In the Civil Rights Movement, God moved, calling the Black Church to brave fire hoses and attack dogs and to face down police brutality. God called a man, Martin Luther King Jr., to help end racial tyranny in the South. Brothers and sisters, God can and will do it again. He is calling us to a global movement to promote the correct definition of marriage.

There is some wisdom that I have learnt from my family that may be useful to us as we obey that calling. From my daughter’s passion for justice and her compassion for those who suffer, I urge us to use language and develop a model that will address some historical injustices that were previously ignored by the church. Traditional marriage, though in theory based on the complementarity of man and woman, often resulted in profoundly unfair treatment of women and even in a fundamental devaluation of our worth relative to men. This model also frequently led to extremely unjust treatment and marginalization of gays and lesbians. This includes discrimination in work settings, unfair property laws, and a lack of recognition of the longing of all people for deep emotional connections. We must send the message that we will not return to those bad old days.
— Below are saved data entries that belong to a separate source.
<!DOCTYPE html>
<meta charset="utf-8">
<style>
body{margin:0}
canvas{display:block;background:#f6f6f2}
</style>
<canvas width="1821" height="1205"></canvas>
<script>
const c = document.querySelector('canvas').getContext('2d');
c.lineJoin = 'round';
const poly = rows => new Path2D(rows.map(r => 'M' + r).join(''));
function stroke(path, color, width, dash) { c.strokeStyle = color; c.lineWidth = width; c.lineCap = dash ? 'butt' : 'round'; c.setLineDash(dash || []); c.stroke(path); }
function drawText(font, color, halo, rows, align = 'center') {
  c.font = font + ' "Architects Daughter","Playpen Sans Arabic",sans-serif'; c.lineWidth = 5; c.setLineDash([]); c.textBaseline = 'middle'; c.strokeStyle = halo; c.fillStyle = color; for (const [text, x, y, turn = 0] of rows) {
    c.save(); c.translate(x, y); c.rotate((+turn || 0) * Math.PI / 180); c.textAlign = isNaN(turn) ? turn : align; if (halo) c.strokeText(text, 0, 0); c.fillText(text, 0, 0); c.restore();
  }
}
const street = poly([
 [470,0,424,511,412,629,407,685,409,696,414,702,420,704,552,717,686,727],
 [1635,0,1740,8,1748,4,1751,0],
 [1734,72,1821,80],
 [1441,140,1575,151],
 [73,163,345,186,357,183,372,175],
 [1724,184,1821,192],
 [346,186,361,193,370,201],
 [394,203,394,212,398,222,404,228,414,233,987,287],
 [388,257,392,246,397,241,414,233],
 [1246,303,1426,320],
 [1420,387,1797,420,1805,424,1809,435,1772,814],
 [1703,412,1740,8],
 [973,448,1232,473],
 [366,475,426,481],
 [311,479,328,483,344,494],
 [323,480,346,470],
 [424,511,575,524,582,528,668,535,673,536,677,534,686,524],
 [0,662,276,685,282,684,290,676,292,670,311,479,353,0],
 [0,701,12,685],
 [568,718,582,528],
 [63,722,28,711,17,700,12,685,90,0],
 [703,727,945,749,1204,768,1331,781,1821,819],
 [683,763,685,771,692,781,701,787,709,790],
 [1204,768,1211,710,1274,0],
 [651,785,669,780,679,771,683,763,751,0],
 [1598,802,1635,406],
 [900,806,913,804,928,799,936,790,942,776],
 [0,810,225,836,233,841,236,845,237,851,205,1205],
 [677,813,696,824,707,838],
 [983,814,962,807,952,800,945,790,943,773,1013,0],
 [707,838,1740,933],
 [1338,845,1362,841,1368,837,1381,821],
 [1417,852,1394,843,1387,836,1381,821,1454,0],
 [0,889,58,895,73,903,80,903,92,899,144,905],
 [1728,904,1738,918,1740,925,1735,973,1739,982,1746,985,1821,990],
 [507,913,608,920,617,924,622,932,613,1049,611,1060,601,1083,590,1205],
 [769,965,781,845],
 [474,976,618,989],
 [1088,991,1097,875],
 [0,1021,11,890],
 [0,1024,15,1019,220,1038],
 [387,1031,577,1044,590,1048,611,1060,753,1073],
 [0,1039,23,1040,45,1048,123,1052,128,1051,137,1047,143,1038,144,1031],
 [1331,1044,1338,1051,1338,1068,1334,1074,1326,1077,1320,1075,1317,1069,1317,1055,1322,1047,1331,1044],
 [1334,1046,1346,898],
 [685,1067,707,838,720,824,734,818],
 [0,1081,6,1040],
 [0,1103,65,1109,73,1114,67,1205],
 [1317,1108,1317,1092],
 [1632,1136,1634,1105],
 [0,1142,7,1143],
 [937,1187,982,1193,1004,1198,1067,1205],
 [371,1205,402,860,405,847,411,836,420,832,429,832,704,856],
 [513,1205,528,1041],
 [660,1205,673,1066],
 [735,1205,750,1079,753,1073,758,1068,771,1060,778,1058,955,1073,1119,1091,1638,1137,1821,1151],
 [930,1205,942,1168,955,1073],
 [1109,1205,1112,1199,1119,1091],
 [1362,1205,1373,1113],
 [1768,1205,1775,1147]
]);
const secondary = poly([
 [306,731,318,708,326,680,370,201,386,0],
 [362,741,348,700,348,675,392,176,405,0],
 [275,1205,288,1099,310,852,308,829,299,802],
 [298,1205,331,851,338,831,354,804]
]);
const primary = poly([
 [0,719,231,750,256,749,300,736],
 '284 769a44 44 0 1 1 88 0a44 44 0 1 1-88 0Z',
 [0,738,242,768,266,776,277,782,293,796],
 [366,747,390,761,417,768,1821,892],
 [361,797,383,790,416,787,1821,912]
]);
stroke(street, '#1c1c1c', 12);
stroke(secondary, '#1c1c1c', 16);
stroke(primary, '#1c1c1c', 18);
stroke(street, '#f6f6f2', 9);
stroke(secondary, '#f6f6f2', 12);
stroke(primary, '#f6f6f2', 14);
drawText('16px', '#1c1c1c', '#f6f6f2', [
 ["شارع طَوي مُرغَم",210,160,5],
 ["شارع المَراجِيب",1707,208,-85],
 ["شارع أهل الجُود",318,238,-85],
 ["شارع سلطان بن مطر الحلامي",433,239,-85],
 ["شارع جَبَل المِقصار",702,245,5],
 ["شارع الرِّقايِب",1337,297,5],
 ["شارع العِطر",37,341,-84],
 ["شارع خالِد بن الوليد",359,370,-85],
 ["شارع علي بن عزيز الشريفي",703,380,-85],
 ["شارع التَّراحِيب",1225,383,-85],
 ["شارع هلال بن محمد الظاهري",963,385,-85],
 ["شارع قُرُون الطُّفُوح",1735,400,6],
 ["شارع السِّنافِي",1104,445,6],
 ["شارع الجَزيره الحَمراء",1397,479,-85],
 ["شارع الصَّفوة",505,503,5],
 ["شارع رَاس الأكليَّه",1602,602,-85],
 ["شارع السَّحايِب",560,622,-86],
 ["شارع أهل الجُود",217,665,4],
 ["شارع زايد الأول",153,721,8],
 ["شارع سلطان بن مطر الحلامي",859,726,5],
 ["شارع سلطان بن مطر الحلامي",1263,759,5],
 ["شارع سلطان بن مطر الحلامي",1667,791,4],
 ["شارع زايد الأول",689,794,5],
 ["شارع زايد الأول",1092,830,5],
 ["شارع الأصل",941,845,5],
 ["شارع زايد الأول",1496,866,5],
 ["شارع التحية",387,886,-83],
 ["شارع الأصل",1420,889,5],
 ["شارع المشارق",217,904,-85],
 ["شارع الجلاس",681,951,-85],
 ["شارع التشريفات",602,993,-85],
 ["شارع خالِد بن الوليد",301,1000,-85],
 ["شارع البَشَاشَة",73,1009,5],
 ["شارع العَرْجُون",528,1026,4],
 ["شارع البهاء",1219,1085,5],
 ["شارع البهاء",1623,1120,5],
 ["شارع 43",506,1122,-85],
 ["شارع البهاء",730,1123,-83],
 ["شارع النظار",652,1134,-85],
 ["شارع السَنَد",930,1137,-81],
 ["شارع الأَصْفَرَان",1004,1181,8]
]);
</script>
From the trenchant insights of my son, I point out that many young people today seek license for their own unprincipled sexual culture. Their lives reflect an empty materialism, a lack of meaning and direction that verges on nihilism. In fact, many are deeply rooted in a self-centered indulgence of their appetites. We will not restore the centrality of the complementarity of man and woman without transforming that culture.

From the wisdom of my husband, I urge that we continue this movement. God our Father has brought us to this place, the Humanum Colloquium, to join in unity across faiths and around the world to defend the divine plan for marriage. Together, under God, we are stronger than those who would destroy the divine order for marriage. Together, under God, we vastly outnumber those who oppose God’s plan. Together, under God, we will see Him triumph, restoring a divinely inspired understanding of marriage.

Jacqueline C. Rivers is the Executive Director of the Seymour Institute for Black Church and Policy Studies. She holds a PhD from Harvard University.